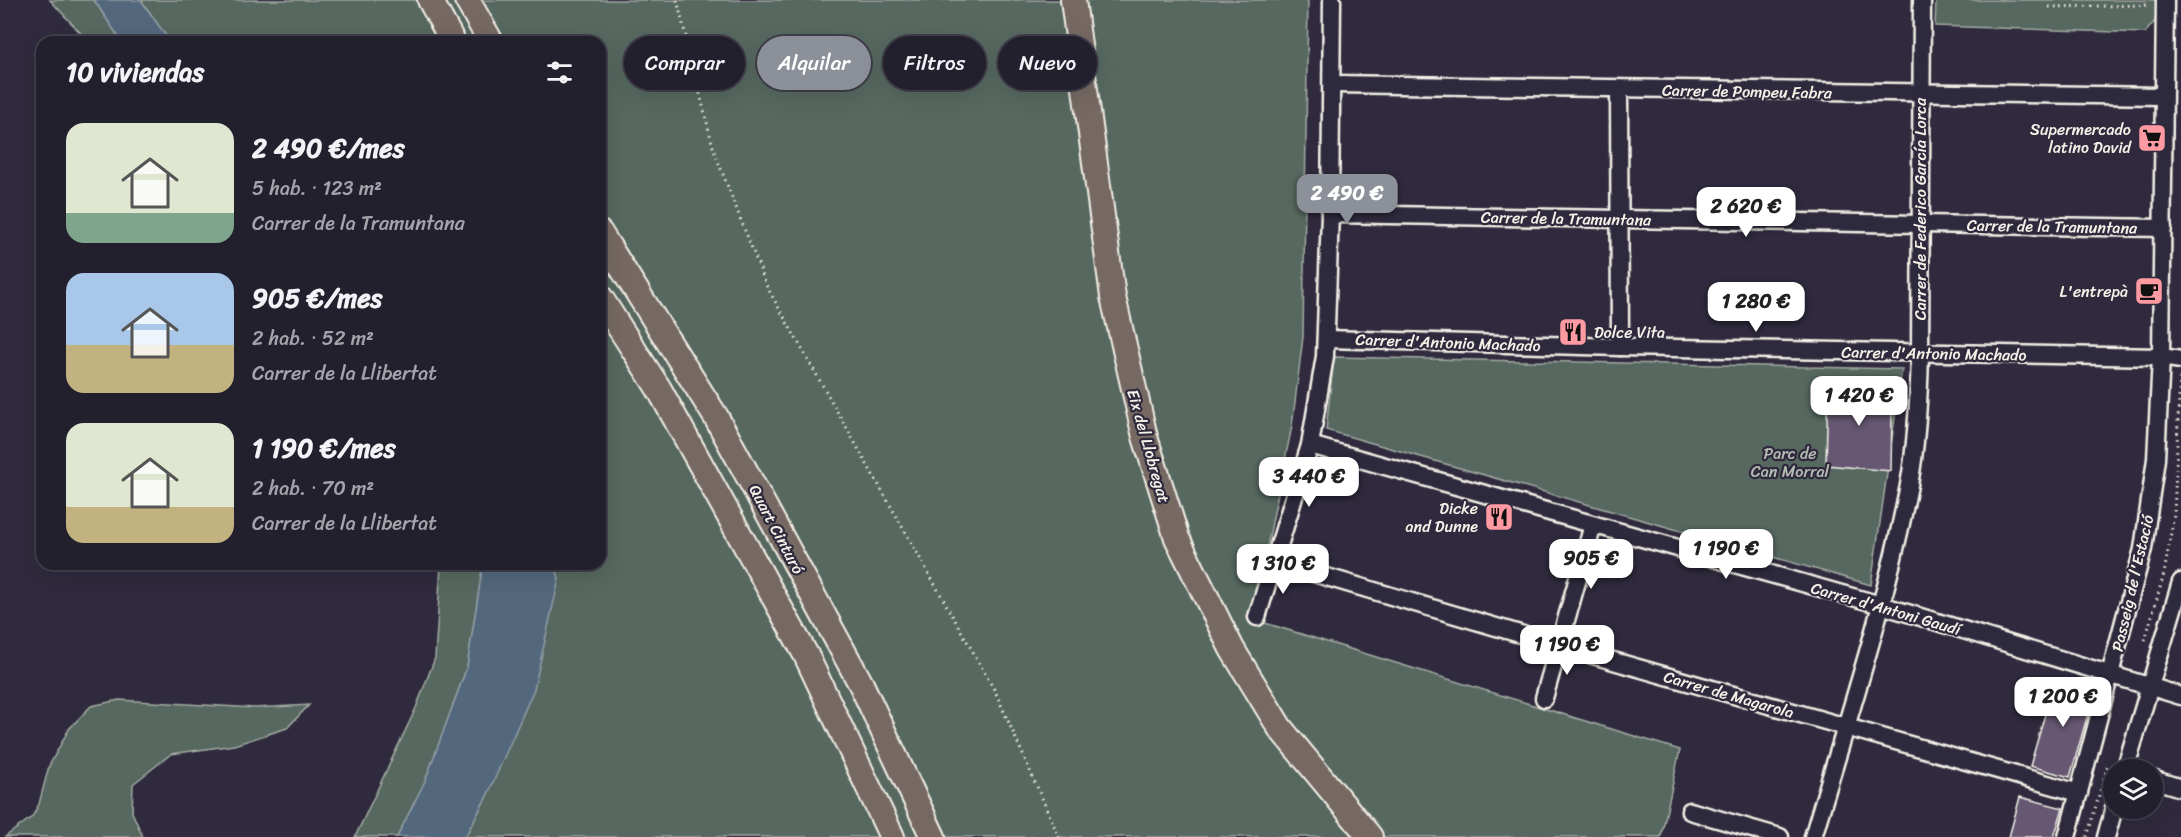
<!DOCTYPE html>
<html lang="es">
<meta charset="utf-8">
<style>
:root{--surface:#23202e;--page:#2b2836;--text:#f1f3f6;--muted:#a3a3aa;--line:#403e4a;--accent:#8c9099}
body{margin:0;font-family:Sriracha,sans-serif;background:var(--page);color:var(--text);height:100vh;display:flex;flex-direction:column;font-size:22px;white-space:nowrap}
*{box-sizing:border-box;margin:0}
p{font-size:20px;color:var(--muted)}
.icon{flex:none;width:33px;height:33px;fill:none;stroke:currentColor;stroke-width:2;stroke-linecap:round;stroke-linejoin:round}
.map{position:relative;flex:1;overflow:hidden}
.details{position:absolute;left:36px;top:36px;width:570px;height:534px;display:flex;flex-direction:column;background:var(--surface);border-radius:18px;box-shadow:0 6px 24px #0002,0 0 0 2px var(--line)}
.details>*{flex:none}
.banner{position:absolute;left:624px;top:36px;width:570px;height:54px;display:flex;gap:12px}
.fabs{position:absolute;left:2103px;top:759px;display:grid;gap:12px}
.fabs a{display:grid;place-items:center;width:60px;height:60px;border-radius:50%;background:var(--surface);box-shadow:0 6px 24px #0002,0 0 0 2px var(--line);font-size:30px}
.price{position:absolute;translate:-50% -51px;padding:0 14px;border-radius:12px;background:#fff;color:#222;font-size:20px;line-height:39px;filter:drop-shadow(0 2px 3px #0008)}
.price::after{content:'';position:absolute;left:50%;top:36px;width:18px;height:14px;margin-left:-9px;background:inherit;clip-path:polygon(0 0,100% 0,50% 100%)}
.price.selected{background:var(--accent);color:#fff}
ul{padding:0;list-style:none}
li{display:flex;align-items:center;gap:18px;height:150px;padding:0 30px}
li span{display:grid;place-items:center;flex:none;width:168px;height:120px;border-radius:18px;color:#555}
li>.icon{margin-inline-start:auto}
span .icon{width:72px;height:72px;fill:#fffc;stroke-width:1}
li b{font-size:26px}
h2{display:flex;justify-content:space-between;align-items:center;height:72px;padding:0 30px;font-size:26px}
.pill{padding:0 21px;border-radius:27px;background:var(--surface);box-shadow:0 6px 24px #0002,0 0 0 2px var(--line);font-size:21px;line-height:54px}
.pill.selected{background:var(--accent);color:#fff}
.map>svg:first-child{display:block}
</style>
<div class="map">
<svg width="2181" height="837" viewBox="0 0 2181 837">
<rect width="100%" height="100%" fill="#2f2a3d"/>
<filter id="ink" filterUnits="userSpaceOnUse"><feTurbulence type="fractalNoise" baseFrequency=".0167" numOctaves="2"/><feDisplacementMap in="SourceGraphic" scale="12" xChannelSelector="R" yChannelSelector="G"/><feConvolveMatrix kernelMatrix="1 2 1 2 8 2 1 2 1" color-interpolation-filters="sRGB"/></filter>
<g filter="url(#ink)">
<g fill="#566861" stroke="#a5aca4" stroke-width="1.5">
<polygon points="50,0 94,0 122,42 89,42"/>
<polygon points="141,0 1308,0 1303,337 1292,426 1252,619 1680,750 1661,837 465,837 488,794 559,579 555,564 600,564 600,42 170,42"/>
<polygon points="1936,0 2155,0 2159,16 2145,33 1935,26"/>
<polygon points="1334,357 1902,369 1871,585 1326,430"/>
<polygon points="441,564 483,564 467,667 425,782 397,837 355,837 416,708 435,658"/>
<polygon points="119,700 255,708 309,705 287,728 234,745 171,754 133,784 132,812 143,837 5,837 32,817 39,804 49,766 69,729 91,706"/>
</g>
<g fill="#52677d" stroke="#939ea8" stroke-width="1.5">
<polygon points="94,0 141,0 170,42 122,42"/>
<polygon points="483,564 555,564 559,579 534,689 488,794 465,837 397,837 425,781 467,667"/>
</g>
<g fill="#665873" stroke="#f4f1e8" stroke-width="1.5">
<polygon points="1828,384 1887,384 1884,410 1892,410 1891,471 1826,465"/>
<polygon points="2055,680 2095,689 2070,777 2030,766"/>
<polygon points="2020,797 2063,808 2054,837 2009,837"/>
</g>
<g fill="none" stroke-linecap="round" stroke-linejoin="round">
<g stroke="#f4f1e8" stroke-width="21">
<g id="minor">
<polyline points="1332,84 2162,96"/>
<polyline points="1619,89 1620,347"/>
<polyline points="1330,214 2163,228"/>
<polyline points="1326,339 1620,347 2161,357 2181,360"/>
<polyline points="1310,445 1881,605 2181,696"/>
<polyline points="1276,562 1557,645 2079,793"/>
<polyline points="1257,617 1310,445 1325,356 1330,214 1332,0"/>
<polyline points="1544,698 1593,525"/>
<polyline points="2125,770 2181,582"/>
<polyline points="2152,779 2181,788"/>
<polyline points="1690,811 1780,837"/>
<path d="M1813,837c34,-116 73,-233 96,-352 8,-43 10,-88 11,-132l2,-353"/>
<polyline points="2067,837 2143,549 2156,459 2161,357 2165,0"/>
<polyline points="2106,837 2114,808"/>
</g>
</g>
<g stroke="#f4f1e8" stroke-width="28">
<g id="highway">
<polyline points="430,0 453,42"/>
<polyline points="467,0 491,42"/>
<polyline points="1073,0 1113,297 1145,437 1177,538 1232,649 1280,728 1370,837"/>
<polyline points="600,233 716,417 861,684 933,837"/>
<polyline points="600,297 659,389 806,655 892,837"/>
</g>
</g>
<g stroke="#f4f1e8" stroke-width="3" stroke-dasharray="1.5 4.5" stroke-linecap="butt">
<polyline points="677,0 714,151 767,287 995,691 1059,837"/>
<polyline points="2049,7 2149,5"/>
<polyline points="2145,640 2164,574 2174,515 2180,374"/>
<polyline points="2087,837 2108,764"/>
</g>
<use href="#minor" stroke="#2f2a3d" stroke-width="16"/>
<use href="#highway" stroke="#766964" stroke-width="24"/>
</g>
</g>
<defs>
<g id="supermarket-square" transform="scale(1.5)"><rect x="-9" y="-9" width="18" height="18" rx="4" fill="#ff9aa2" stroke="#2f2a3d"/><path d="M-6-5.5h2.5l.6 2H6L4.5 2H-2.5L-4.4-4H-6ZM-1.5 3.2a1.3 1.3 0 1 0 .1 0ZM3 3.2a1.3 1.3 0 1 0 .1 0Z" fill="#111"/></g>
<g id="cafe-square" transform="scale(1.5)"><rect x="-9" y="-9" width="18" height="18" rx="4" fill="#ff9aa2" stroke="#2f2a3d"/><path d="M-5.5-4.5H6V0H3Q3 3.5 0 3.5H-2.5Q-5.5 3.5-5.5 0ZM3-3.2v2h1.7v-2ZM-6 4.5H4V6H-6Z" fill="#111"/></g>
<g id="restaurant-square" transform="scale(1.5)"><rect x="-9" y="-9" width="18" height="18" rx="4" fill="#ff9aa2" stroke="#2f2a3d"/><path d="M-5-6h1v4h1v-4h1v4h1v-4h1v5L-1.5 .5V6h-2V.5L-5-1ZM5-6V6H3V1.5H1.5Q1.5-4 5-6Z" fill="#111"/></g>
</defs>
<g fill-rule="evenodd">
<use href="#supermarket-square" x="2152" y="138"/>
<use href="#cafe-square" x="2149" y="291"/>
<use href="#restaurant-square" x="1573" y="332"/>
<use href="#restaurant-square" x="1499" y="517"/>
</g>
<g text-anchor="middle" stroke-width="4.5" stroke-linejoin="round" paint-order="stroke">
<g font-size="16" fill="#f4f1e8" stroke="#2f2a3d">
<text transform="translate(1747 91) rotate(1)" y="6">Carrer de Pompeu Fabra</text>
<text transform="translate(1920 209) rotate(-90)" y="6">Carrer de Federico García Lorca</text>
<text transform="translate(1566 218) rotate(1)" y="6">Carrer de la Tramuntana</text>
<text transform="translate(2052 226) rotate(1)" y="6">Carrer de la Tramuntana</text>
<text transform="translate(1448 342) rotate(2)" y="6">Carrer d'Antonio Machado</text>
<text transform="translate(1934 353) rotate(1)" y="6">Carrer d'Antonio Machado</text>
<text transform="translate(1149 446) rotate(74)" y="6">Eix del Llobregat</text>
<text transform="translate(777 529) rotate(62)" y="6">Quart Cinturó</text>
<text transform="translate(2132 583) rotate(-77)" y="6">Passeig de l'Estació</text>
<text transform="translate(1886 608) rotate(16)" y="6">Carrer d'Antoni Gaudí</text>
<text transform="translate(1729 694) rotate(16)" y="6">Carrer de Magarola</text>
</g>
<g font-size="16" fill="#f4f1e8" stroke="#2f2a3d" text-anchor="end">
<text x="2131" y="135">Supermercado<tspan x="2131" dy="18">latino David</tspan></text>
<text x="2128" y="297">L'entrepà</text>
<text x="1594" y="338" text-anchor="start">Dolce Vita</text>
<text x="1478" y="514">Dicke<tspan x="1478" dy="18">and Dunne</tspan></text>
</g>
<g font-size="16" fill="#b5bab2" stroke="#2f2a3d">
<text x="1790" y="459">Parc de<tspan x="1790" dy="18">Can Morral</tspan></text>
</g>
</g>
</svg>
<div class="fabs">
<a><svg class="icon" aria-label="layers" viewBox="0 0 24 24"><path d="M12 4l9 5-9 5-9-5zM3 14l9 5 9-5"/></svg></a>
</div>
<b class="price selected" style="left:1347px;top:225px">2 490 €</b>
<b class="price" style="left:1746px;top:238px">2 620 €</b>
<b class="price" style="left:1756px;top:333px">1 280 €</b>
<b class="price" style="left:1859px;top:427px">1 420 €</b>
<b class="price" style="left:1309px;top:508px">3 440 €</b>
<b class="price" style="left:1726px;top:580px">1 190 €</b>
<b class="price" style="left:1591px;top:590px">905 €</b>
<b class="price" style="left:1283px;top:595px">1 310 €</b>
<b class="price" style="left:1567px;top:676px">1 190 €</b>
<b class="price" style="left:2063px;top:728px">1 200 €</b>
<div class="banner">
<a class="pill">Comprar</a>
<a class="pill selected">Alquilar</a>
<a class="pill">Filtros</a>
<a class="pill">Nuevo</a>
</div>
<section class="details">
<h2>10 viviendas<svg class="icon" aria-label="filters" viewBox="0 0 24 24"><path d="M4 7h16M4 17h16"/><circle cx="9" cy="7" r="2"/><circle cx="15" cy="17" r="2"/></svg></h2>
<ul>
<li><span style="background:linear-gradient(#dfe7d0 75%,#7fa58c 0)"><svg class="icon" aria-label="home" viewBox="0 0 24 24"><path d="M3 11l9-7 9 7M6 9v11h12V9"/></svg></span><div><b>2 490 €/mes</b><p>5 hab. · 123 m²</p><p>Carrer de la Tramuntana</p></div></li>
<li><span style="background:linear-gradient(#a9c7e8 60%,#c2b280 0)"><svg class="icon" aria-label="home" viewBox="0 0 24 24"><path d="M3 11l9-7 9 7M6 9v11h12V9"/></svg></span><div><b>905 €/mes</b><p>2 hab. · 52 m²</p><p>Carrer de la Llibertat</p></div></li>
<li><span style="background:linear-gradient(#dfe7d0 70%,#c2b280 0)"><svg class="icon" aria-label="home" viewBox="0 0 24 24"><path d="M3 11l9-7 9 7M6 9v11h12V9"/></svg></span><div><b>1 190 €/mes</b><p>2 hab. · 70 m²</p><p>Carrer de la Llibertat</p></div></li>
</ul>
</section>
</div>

::::::

- _Action item_:
Locate the lines above that hold the word "absolute". Show every one of them.

- _Answer space_:
.details{position:absolute;left:36px;top:36px;width:570px;height:534px;display:flex;flex-direction:column;background:var(--surface);border-radius:18px;box-shadow:0 6px 24px #0002,0 0 0 2px var(--line)}
.banner{position:absolute;left:624px;top:36px;width:570px;height:54px;display:flex;gap:12px}
.fabs{position:absolute;left:2103px;top:759px;display:grid;gap:12px}
.price{position:absolute;translate:-50% -51px;padding:0 14px;border-radius:12px;background:#fff;color:#222;font-size:20px;line-height:39px;filter:drop-shadow(0 2px 3px #0008)}
.price::after{content:'';position:absolute;left:50%;top:36px;width:18px;height:14px;margin-left:-9px;background:inherit;clip-path:polygon(0 0,100% 0,50% 100%)}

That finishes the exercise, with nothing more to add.